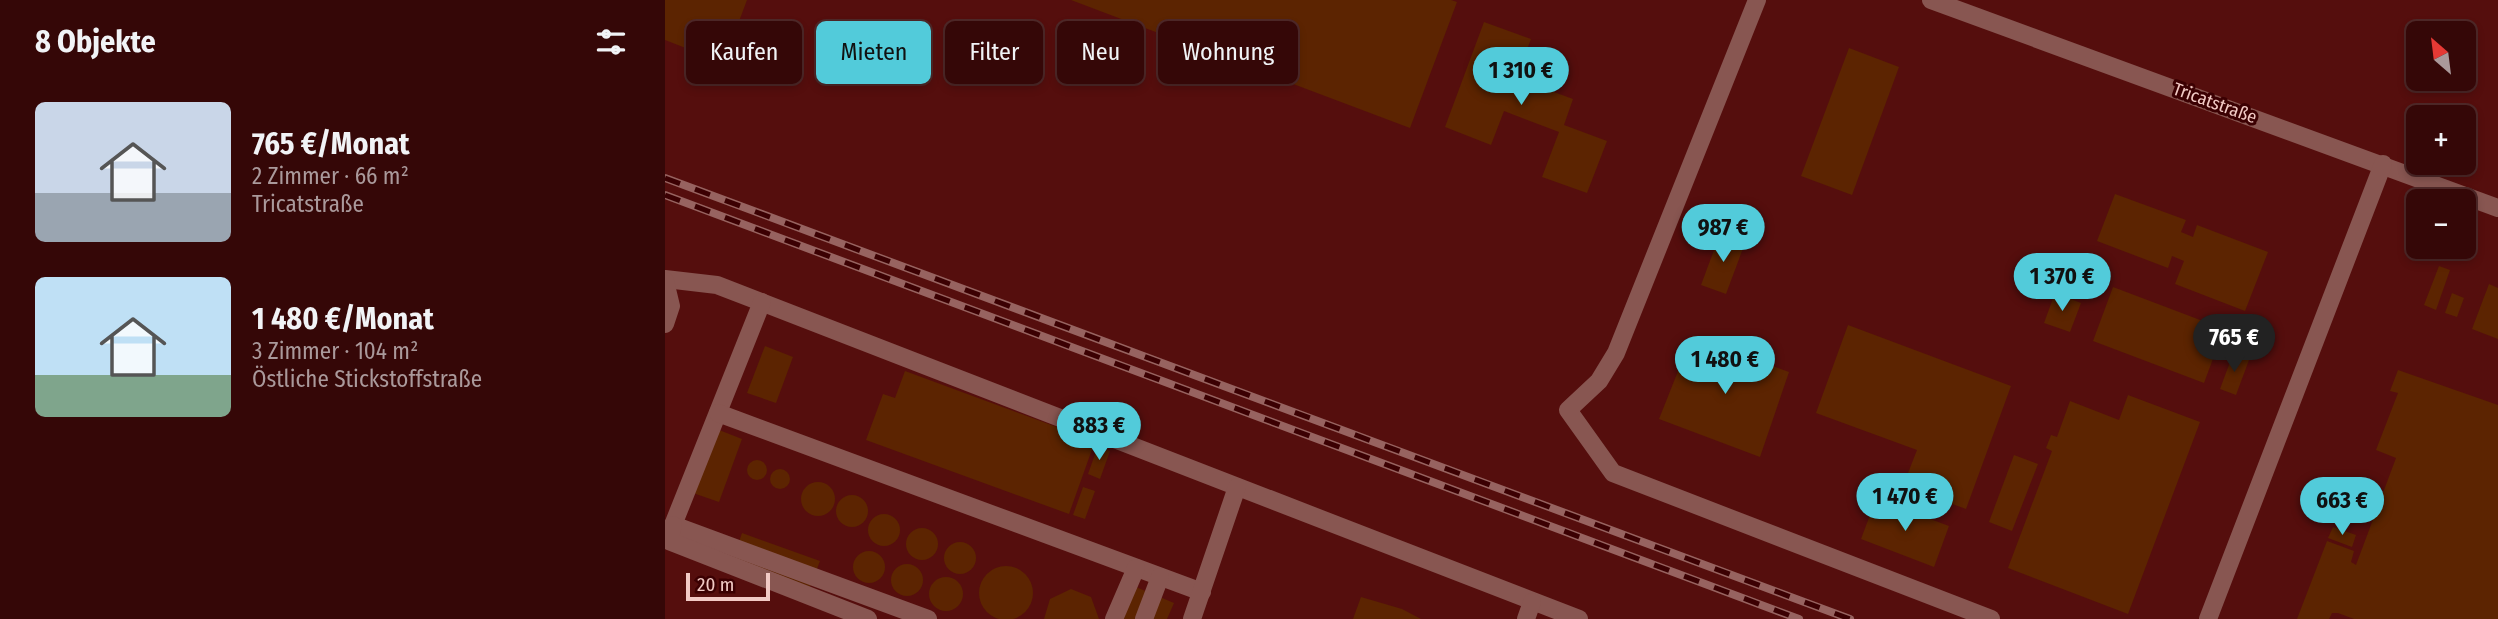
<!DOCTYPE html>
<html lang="de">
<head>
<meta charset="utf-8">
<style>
  body { margin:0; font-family:"Fira Sans Condensed",sans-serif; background:#3d1011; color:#f1f3f6; height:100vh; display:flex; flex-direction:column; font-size:26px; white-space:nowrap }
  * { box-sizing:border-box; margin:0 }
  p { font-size:23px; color:#aa999b }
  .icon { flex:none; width:38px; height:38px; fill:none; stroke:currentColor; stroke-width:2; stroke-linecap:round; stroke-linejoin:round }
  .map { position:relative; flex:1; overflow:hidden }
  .panel { display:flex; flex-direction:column; background:#350707; width:665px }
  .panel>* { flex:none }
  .guide { position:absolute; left:21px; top:21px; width:665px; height:63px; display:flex; gap:14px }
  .needle { width:46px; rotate:332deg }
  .fabs { position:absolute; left:1741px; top:21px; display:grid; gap:14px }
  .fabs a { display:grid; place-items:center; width:70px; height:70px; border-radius:10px; background:#350707; box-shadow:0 4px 10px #0003,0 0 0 2px #4f2828; font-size:35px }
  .scale { position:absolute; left:21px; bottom:18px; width:84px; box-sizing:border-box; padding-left:7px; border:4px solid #f2cac5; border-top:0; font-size:19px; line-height:24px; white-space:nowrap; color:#f2cac5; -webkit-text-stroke:5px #3b0002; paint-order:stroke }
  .price { position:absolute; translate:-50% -60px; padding:0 16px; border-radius:24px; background:#52cbda; color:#111; font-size:23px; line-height:46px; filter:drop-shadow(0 2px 4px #0008) }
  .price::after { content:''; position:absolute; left:50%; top:42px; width:21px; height:16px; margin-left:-10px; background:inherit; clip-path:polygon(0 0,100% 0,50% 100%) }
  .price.on { background:#222; color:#fff }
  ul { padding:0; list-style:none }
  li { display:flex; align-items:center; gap:21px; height:175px; padding:0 35px }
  li span { display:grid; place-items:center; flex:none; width:196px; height:140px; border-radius:10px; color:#555 }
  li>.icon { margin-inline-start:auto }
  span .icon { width:84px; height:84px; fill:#fffc; stroke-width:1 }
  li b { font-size:30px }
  h2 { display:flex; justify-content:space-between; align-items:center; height:84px; padding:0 35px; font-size:30px }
  .tag { padding:0 24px; border-radius:10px; background:#350707; box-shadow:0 4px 10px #0003,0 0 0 2px #4f2828; font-size:24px; line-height:63px }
  .tag.on { background:#52cbda; color:#111 }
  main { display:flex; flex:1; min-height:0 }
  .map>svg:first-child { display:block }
  .built { fill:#550e0d; fill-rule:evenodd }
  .building { fill:#5c2401 }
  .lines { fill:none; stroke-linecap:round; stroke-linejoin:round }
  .minor { stroke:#885651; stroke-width:18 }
  .rail-casing { stroke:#976360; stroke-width:8 }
  .rail { stroke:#3b0002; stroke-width:5; stroke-dasharray:16; stroke-linecap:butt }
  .labels { text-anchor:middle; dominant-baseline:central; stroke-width:6; stroke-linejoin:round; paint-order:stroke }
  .street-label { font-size:18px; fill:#f2cac5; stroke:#3b0002 }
</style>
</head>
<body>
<main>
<section class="panel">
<h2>8 Objekte<svg class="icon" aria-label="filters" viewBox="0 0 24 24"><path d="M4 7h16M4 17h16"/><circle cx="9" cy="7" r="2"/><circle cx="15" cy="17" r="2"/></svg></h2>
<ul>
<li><span style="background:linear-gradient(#c9d6e8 65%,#9aa5b1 0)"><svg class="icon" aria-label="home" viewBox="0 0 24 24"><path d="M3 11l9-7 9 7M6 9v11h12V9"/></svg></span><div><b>765 €/Monat</b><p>2 Zimmer · 66 m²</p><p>Tricatstraße</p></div></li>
<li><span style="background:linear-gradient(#bfe0f5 70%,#7fa58c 0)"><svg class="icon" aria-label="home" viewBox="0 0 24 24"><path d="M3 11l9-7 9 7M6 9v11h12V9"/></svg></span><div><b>1 480 €/Monat</b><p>3 Zimmer · 104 m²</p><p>Östliche Stickstoffstraße</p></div></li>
</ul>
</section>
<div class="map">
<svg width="1833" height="619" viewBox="0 0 1833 619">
  <rect width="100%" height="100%" fill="#470909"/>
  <path class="built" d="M0,0H1833V619H0ZM1754,33H1799V79H1754ZM1754,117H1799V163H1754ZM1754,201H1799V247H1754Z"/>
  <g class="building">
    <polygon points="0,0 82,0 67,40 57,37 49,59 0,40"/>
    <polygon points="406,0 786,0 792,2 745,128"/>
    <polygon points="819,22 866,39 851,78 908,99 899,125 942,141 922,193 877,177 894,132 839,111 826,145 780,127"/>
    <polygon points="1184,48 1234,67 1187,195 1136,176"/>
    <polygon points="1450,194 1521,220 1516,232 1528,237 1532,225 1603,252 1580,311 1510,284 1519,261 1507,256 1503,268 1432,241"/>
    <polygon points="1055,234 1080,243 1061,294 1036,285"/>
    <polygon points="1774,266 1785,270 1771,310 1759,305"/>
    <polygon points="1824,284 1833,288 1833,339 1807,329"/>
    <polygon points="1448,287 1559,329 1539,383 1428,341"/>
    <polygon points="1390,293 1416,303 1405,332 1379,323"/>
    <polygon points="1787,293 1799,298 1792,317 1780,313"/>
    <polygon points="1183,325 1346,386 1301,509 1238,486 1252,450 1151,413"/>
    <polygon points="1027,336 1124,372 1095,457 994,419"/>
    <polygon points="100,346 128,357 111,403 82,393"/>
    <polygon points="1568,354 1584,360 1571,395 1555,389"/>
    <polygon points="1733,370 1833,405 1833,619 1689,619 1673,613 1667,613 1664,619 1632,619 1662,541 1689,551 1686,562 1691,565 1731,458 1711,450 1733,393 1725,391"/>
    <polygon points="240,371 430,441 404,514 201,440 218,394 230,398"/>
    <polygon points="1463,395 1535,422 1463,614 1343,568 1387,451 1381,448 1386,435 1392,437 1405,401 1454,420"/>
    <polygon points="49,428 77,439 54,502 25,492"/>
    <polygon points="433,446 445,451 435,479 423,474"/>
    <polygon points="1349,455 1373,464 1347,531 1324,522"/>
    <circle cx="92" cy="470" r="10"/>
    <circle cx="115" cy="479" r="10"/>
    <circle cx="153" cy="499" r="17"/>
    <polygon points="418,487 430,491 420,519 408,515"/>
    <circle cx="187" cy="511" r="16"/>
    <polygon points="1211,499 1284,526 1269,567 1196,539"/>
    <circle cx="219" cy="530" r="16"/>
    <polygon points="1668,527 1691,535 1687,547 1663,538"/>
    <circle cx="257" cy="544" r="16"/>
    <polygon points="77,533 155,561 143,592 66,565"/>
    <circle cx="295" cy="558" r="16"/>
    <circle cx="204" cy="567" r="16"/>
    <circle cx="242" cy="580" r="16"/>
    <circle cx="341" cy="593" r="27"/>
    <circle cx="281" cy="594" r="17"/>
    <polygon points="459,582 509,603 502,619 444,619"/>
    <polygon points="406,589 426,597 434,619 379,619 385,599"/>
    <polygon points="696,597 737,609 756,619 688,619"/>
  </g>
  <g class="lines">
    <g class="minor">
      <polyline points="1092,0 951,353 934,381 903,410 948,473 1326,619"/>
      <polyline points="1266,0 1833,208"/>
      <polyline points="0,279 52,285 914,619"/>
      <polyline points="0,281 6,306 0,324"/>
      <polyline points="97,302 8,525 263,619"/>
      <polyline points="53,413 537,592"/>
      <polyline points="8,525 4,541 203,619"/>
      <polyline points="449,619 471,568"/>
      <polyline points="479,619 495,577"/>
      <polyline points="527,619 572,487"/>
      <polyline points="861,619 867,602"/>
      <polyline points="1543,619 1718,164"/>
    </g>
    <g class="rail-casing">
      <g id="rail">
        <polyline points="0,178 1185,619"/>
        <polyline points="0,195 1134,619"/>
      </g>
    </g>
    <use href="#rail" class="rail"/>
  </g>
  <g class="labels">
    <g class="street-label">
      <text transform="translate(1550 103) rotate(20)">Tricatstraße</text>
    </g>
  </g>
</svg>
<div class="fabs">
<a><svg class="needle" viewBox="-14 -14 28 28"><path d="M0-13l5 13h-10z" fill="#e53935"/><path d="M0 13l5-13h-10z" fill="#aa999b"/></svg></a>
<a>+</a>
<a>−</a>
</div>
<div class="scale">20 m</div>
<b class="price" style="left:856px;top:107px">1 310 €</b>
<b class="price" style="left:1058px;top:264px">987 €</b>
<b class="price" style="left:1397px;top:313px">1 370 €</b>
<b class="price on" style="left:1569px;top:374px">765 €</b>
<b class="price" style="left:1060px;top:396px">1 480 €</b>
<b class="price" style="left:434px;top:462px">883 €</b>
<b class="price" style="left:1240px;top:533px">1 470 €</b>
<b class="price" style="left:1677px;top:537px">663 €</b>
<div class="guide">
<a class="tag">Kaufen</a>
<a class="tag on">Mieten</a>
<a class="tag">Filter</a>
<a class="tag">Neu</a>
<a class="tag">Wohnung</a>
</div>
</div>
</main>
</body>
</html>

- _Required work_: Look through the entries for lines containing the word "fabs" and return each one.

- _Output below_:
  .fabs { position:absolute; left:1741px; top:21px; display:grid; gap:14px }
  .fabs a { display:grid; place-items:center; width:70px; height:70px; border-radius:10px; background:#350707; box-shadow:0 4px 10px #0003,0 0 0 2px #4f2828; font-size:35px }
<div class="fabs">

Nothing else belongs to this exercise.